BBC World News celebrates 40th anniversary of moon landings

BBC World News is coming up with a special season of programming in July to commemorate the 40th anniversary of the extraordinary 1969 moon landings. The programmes will explore the history and geology of the moon, how those initial steps have impacted on our lives today, and the future of space tourism.

by exchange4media Staff
Published - Jul 4, 2009 10:03 AM Updated: Jul 4, 2009 10:03 AM
BBC World News celebrates 40th anniversary of moon landings

BBC World News is coming up with a special season of programming in July to commemorate the 40th anniversary of the extraordinary 1969 moon landings. The programmes will explore the history and geology of the moon, how those initial steps have impacted on our lives today, and the future of space tourism.

The programme line-up will include a special edition of ‘The Sky at Night’, which features an exclusive interview with Buzz Aldrin, the second man to set foot on the moon. Sir Patrick Moore and guests take a nostalgic look at the achievements and impact of the Apollo missions and using a sample of genuine moon dust, discuss what has been learnt about our moon.
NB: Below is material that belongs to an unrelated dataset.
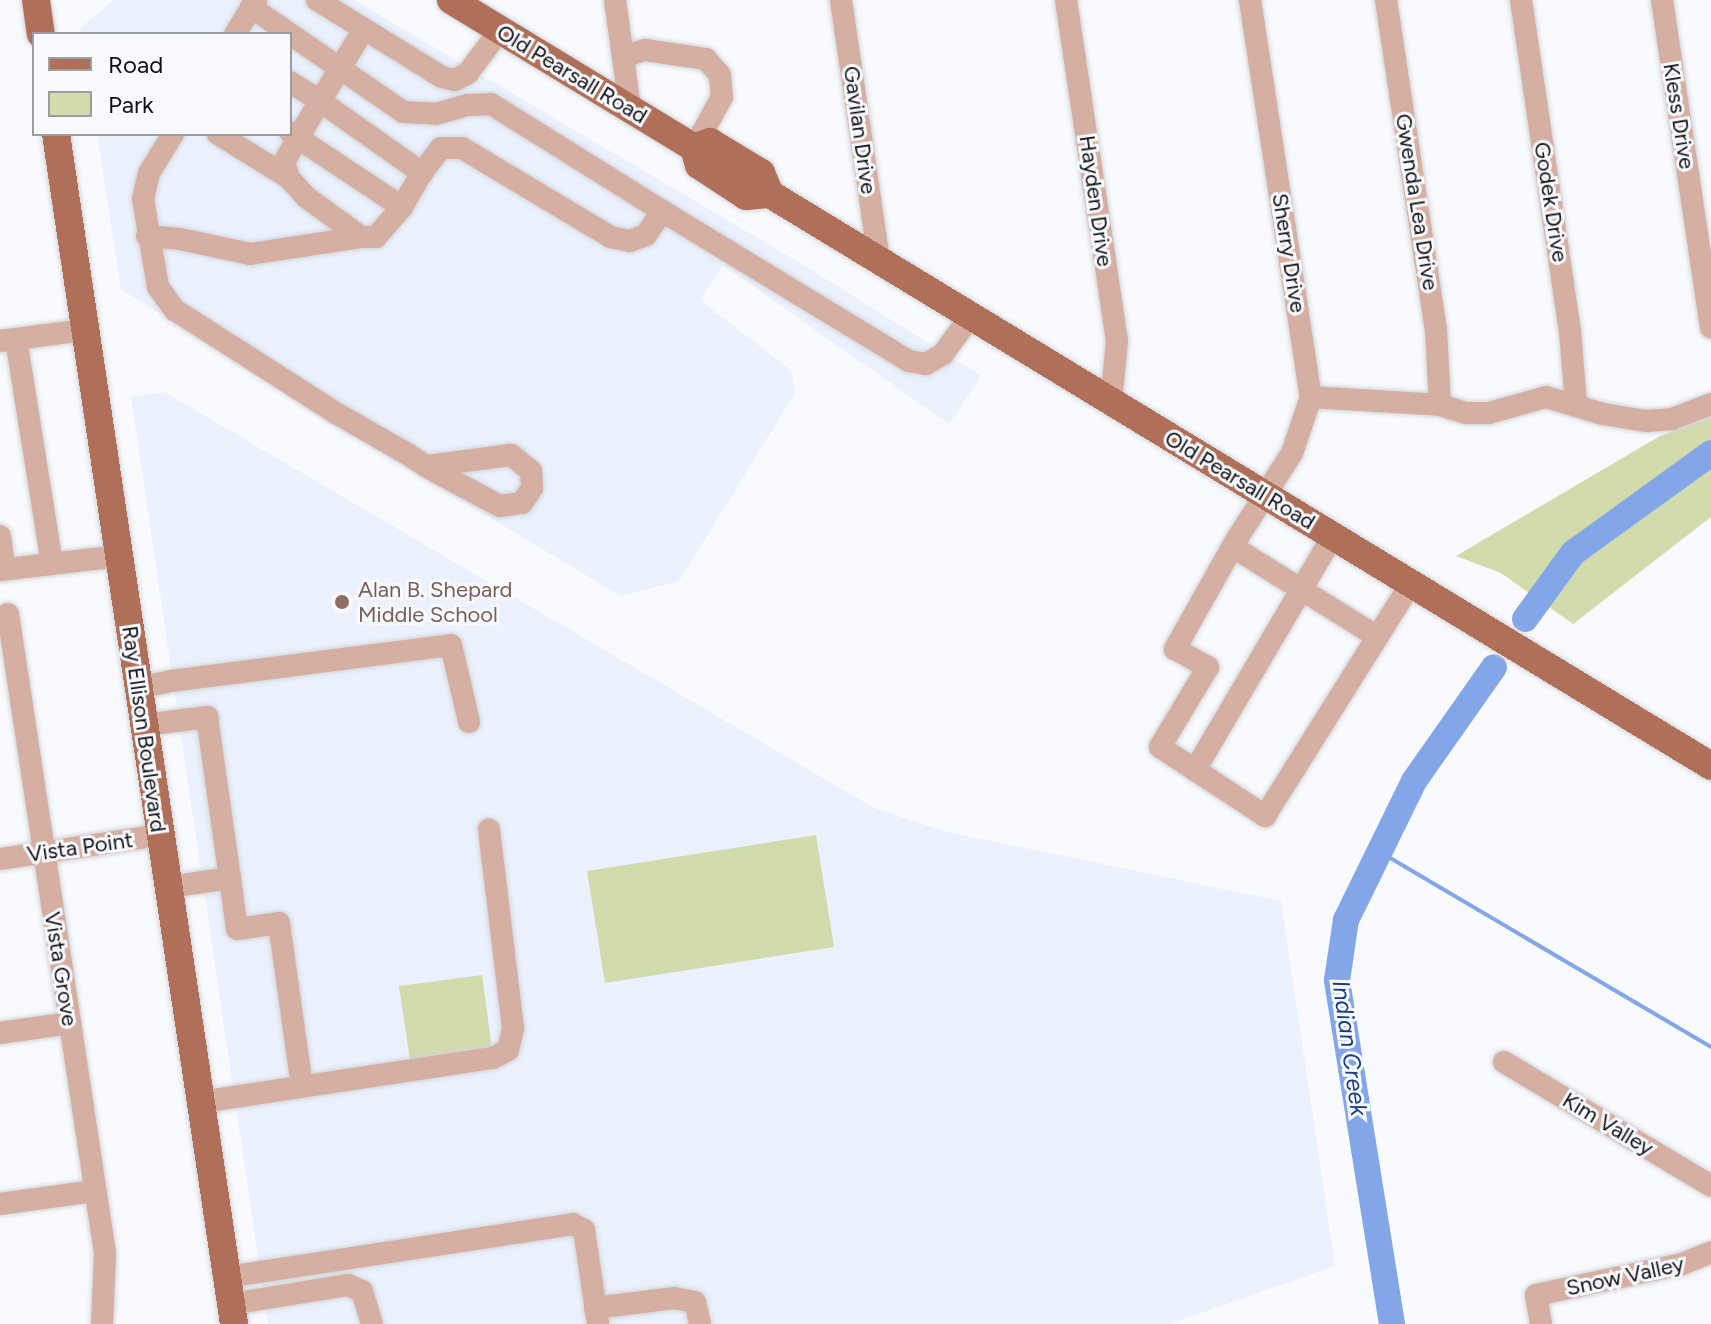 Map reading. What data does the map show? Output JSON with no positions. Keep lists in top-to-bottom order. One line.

It will broadcast on July 18 at 1500 and 2300 IST and on July 19 at 0700 and 2000 IST.

Another programme, which will be broadcast on July 11 1440 and 2240 IST and on July 12 at 0640, 1940 IST, is ‘The Moon’. ‘The Moon’ revisits ancient societies, who saw the moon as its pantheon, looks back at the monumental moon landings in the 1960s and investigates the concept of space tourism in modern day.
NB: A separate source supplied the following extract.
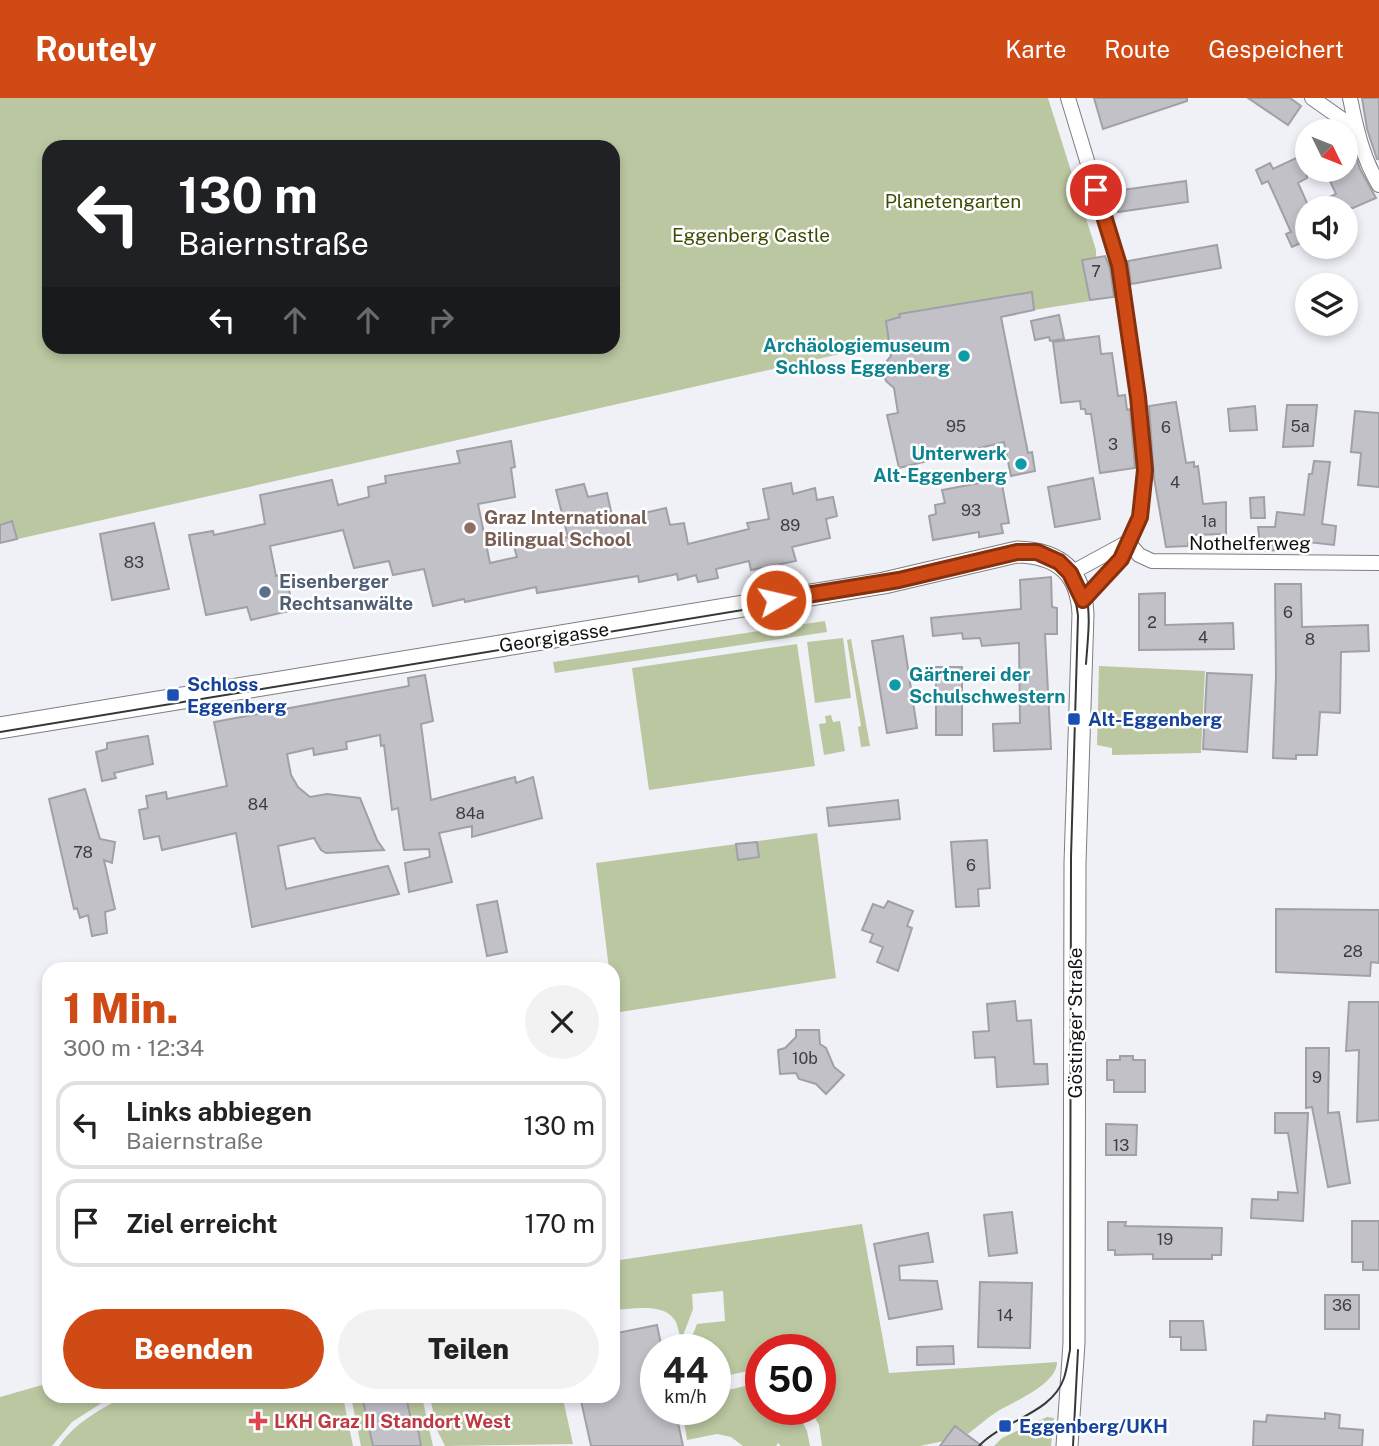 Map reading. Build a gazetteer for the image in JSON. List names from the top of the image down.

The special edition of BBC World News’ flagship travel programme ‘Fast:track’ heads to New Mexico to look at the reality of space tourism. The ‘Fast:track’ team begin their journey at the planned site for the world’s first commercial spaceport with a fly-past by Virgin Galactic’s WhiteKnight Two aircraft. Karen Bowerman speaks to the designer of a lunar landscape in the US, where NASA created a replica of the 1960s moon landing site. Plus, Carmen Roberts reports from New South Wales on why many experts consider Australia to be the best place in the world to view the stars. ‘Fast:track’ broadcast times: July 12 at 1000, July 14 at 0100 and July 15 at 2100.